(Collected data)
================================

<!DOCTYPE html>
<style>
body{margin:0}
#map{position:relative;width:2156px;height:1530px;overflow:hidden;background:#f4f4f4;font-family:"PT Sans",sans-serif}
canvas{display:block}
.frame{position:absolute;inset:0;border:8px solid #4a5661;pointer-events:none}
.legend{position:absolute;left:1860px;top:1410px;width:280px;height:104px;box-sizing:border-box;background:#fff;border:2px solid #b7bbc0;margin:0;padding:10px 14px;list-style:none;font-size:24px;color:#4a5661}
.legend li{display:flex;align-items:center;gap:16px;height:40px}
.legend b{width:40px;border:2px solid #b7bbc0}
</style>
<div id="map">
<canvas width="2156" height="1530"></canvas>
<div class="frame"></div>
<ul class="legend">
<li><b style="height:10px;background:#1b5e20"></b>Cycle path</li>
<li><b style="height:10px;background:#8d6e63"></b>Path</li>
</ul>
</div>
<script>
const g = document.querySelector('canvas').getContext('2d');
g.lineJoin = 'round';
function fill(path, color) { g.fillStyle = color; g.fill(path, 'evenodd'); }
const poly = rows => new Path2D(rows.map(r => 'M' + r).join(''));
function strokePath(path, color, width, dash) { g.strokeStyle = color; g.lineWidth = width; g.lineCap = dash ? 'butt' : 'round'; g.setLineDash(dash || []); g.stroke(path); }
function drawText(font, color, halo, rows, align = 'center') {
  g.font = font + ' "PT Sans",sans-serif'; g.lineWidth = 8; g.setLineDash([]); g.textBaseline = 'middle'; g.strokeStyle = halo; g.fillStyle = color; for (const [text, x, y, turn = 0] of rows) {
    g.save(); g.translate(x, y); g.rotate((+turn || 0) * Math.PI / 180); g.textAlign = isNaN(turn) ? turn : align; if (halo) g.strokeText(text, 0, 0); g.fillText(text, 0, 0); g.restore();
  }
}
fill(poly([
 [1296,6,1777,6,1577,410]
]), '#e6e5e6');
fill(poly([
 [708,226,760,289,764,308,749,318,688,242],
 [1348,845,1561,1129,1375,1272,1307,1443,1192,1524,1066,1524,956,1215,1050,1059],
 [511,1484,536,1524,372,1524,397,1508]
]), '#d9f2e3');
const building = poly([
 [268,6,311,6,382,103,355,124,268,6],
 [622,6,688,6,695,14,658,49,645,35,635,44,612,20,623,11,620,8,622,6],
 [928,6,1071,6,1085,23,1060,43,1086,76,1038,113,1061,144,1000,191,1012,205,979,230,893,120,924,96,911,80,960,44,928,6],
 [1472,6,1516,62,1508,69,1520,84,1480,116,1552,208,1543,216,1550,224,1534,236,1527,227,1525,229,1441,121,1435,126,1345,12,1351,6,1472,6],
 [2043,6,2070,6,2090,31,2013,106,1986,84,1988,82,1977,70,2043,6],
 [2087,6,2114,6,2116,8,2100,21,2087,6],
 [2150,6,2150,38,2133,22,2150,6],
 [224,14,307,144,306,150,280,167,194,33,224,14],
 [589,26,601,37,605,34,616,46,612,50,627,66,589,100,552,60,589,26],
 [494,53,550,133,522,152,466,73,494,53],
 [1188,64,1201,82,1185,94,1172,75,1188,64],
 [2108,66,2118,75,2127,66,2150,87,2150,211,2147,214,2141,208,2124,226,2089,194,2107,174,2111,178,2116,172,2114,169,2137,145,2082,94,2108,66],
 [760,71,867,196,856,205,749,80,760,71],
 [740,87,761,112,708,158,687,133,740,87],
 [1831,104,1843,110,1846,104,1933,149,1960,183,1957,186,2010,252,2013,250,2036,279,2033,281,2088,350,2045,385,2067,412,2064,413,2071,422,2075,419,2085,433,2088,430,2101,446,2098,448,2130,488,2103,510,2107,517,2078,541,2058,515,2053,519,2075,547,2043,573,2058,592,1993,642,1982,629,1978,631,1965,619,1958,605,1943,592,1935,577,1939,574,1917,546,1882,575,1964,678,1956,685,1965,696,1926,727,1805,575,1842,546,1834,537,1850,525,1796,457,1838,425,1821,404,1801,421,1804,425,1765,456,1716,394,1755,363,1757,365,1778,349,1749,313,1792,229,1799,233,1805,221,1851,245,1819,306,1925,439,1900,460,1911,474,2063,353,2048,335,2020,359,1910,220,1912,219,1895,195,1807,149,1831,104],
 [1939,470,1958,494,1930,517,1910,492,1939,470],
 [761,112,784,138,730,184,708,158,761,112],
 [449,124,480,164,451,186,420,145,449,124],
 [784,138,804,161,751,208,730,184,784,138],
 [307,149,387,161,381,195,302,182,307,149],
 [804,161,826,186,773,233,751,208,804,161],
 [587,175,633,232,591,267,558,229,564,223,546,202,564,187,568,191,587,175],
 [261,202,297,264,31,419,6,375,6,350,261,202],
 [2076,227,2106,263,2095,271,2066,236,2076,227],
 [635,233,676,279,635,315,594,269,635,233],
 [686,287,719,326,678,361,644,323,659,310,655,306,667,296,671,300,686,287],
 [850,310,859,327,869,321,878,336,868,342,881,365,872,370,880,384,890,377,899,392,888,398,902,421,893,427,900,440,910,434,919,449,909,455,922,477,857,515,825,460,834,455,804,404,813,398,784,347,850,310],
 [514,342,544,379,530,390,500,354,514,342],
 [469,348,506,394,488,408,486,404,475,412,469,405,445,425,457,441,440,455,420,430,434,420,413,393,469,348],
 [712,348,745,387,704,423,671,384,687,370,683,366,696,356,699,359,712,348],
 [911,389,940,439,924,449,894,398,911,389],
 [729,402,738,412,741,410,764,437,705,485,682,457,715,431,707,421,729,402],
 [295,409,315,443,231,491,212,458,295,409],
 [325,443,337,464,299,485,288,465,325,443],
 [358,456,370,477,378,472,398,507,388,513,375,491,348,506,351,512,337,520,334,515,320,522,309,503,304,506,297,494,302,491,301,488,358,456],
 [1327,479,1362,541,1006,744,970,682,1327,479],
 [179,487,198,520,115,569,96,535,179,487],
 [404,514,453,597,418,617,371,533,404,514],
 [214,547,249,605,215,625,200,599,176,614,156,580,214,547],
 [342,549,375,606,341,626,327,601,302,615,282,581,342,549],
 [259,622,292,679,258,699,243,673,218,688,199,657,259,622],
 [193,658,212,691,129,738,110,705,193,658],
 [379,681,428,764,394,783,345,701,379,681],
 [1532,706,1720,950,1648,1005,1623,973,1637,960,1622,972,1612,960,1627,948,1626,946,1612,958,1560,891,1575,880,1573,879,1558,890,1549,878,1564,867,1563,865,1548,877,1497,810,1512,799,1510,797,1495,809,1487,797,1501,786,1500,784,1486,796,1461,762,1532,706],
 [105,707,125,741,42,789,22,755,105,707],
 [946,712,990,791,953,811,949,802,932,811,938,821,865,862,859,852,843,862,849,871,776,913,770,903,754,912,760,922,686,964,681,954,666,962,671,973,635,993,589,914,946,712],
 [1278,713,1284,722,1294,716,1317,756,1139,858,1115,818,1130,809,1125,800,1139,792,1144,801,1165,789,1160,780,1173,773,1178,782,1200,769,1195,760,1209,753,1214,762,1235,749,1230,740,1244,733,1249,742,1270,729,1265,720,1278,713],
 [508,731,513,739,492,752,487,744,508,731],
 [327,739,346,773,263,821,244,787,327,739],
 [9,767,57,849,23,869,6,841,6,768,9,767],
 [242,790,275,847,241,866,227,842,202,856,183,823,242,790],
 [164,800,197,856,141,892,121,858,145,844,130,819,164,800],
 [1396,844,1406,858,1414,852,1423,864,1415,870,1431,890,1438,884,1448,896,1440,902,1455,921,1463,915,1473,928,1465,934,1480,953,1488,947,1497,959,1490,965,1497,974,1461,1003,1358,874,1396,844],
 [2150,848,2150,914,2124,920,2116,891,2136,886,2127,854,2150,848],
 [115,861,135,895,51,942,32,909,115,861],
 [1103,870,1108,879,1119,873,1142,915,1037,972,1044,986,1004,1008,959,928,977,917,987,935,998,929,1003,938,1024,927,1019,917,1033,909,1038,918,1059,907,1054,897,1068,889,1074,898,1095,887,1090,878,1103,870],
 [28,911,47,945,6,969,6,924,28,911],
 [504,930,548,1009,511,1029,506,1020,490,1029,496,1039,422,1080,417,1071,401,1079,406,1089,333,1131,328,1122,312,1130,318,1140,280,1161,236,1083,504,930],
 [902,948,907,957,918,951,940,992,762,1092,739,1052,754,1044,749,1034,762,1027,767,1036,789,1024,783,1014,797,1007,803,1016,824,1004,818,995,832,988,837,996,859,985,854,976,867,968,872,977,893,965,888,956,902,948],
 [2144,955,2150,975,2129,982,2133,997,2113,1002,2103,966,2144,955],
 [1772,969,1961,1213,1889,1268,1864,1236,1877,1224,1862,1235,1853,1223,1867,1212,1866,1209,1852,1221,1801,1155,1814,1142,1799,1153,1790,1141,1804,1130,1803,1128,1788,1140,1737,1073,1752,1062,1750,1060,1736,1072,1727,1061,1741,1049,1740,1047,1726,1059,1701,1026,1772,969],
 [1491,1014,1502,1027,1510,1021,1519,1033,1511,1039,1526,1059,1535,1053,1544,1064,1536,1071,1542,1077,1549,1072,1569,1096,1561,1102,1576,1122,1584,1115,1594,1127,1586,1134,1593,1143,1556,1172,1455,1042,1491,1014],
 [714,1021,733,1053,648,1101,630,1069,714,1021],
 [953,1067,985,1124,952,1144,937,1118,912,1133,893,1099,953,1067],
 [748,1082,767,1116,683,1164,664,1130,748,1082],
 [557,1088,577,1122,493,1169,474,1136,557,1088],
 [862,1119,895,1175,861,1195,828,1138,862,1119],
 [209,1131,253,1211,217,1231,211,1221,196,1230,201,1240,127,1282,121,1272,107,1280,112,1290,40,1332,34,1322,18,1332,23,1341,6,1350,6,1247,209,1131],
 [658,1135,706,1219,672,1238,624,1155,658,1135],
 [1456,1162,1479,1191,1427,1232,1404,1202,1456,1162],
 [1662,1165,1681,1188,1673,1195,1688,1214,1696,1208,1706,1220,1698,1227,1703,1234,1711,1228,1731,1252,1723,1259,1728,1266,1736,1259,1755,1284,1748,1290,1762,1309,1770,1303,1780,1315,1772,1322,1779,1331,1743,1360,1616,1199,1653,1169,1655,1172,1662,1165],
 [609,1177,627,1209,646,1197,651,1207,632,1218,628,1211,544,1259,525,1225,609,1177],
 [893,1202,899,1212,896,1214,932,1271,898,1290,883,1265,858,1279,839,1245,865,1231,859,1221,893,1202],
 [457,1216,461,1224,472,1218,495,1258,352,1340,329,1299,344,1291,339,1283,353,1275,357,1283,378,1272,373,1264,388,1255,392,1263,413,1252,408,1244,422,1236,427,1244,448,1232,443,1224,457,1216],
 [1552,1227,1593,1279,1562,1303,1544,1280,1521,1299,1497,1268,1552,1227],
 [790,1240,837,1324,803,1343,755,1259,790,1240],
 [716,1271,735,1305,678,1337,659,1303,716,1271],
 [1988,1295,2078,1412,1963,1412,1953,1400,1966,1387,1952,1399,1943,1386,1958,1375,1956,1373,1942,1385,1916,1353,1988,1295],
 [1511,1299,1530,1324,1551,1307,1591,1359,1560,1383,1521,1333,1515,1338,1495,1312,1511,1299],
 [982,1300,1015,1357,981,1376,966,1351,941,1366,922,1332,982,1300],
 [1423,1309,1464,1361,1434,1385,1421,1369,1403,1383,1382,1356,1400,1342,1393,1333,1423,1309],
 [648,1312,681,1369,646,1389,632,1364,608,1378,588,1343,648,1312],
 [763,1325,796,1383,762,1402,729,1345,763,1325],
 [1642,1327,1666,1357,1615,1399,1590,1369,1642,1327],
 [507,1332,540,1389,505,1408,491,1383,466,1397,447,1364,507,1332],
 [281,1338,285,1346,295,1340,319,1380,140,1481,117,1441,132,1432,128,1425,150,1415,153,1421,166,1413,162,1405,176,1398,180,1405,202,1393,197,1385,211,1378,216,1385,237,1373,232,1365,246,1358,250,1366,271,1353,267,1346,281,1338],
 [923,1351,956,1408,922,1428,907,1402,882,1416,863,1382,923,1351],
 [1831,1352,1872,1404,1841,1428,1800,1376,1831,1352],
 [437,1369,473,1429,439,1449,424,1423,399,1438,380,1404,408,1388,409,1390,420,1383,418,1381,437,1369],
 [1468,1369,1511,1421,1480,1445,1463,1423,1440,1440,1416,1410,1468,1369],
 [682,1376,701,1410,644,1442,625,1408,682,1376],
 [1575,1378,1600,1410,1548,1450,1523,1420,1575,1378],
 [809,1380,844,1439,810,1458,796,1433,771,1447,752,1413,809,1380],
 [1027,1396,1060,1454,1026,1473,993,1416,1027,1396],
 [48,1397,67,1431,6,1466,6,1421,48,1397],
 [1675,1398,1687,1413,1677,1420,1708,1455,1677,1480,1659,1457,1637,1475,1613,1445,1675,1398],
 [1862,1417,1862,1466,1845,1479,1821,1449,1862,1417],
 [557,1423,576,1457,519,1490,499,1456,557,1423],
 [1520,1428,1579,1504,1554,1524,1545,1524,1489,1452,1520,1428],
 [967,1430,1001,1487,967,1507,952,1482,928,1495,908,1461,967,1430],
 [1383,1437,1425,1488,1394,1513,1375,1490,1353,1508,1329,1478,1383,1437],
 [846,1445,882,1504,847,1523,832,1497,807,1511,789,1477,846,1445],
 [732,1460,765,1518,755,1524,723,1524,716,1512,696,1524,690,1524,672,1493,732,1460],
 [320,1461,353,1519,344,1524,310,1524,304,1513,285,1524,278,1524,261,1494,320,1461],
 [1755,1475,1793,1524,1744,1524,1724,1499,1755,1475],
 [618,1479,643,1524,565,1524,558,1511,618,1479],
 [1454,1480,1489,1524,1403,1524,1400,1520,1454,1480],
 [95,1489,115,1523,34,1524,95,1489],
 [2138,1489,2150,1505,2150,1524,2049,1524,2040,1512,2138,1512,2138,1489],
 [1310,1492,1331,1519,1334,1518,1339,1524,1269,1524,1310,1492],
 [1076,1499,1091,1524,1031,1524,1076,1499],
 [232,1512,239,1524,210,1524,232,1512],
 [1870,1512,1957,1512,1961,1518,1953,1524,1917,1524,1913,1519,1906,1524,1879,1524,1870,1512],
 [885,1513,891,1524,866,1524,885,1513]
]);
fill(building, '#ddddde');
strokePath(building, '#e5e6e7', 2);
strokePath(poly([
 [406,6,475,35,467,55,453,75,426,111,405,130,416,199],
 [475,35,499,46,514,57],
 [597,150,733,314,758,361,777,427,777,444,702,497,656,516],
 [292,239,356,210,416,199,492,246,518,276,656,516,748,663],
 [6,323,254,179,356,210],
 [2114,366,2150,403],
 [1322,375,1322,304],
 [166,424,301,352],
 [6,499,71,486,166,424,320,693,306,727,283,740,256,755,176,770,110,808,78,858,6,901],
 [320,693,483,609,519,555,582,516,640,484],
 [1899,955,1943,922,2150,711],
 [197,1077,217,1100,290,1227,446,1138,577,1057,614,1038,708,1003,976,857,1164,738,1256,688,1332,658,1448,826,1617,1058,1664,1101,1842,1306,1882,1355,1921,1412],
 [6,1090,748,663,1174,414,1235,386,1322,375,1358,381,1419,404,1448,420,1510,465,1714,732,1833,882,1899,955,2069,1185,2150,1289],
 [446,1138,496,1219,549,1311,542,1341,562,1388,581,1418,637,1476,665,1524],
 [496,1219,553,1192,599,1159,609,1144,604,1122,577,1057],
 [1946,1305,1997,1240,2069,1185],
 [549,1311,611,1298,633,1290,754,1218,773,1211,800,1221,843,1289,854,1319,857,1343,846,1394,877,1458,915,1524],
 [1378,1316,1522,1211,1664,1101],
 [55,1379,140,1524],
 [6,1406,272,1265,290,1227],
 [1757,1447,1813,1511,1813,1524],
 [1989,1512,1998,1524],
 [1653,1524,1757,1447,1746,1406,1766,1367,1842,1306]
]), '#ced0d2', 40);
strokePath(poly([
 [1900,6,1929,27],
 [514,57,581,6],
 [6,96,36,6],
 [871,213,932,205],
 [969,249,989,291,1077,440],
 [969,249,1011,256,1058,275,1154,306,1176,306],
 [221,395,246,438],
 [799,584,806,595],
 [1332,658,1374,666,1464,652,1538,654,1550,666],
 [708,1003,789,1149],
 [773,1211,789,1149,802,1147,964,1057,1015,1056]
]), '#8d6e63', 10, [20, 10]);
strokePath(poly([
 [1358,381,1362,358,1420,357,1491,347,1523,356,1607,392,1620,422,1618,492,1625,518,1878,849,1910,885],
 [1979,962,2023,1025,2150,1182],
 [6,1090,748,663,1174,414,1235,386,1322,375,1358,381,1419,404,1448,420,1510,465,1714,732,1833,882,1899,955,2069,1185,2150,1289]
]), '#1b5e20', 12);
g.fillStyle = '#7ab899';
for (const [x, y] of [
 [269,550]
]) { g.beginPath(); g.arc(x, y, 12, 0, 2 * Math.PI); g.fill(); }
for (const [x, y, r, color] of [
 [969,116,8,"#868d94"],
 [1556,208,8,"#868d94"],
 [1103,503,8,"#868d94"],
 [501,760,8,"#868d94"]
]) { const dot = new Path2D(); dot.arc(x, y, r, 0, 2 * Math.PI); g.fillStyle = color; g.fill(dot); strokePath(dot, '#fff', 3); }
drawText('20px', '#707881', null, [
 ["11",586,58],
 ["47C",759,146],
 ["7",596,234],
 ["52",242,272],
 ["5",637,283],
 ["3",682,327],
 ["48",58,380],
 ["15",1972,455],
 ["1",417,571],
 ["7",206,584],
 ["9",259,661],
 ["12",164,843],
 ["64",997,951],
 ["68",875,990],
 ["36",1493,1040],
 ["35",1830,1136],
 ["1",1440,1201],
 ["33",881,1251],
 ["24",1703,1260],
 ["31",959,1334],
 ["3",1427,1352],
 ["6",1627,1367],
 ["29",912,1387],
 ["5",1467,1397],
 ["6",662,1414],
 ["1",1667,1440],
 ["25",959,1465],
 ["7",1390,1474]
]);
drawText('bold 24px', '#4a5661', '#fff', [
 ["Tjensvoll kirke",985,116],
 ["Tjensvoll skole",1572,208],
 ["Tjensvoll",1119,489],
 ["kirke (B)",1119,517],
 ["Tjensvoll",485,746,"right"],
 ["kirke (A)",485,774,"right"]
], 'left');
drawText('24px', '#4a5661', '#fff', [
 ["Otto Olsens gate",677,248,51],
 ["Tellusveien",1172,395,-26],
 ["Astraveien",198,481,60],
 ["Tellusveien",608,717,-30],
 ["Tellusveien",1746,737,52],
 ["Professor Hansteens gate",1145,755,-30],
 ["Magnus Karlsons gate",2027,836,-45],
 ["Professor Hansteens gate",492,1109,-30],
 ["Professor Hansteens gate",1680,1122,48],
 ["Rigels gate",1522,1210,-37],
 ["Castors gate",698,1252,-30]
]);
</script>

================================

> Exercise prompt
Only the lines from the first line of the records through the one containing "const poly = rows" should be reproduced, exactly, with both of them included.

> Answer area
<!DOCTYPE html>
<style>
body{margin:0}
#map{position:relative;width:2156px;height:1530px;overflow:hidden;background:#f4f4f4;font-family:"PT Sans",sans-serif}
canvas{display:block}
.frame{position:absolute;inset:0;border:8px solid #4a5661;pointer-events:none}
.legend{position:absolute;left:1860px;top:1410px;width:280px;height:104px;box-sizing:border-box;background:#fff;border:2px solid #b7bbc0;margin:0;padding:10px 14px;list-style:none;font-size:24px;color:#4a5661}
.legend li{display:flex;align-items:center;gap:16px;height:40px}
.legend b{width:40px;border:2px solid #b7bbc0}
</style>
<div id="map">
<canvas width="2156" height="1530"></canvas>
<div class="frame"></div>
<ul class="legend">
<li><b style="height:10px;background:#1b5e20"></b>Cycle path</li>
<li><b style="height:10px;background:#8d6e63"></b>Path</li>
</ul>
</div>
<script>
const g = document.querySelector('canvas').getContext('2d');
g.lineJoin = 'round';
function fill(path, color) { g.fillStyle = color; g.fill(path, 'evenodd'); }
const poly = rows => new Path2D(rows.map(r => 'M' + r).join(''));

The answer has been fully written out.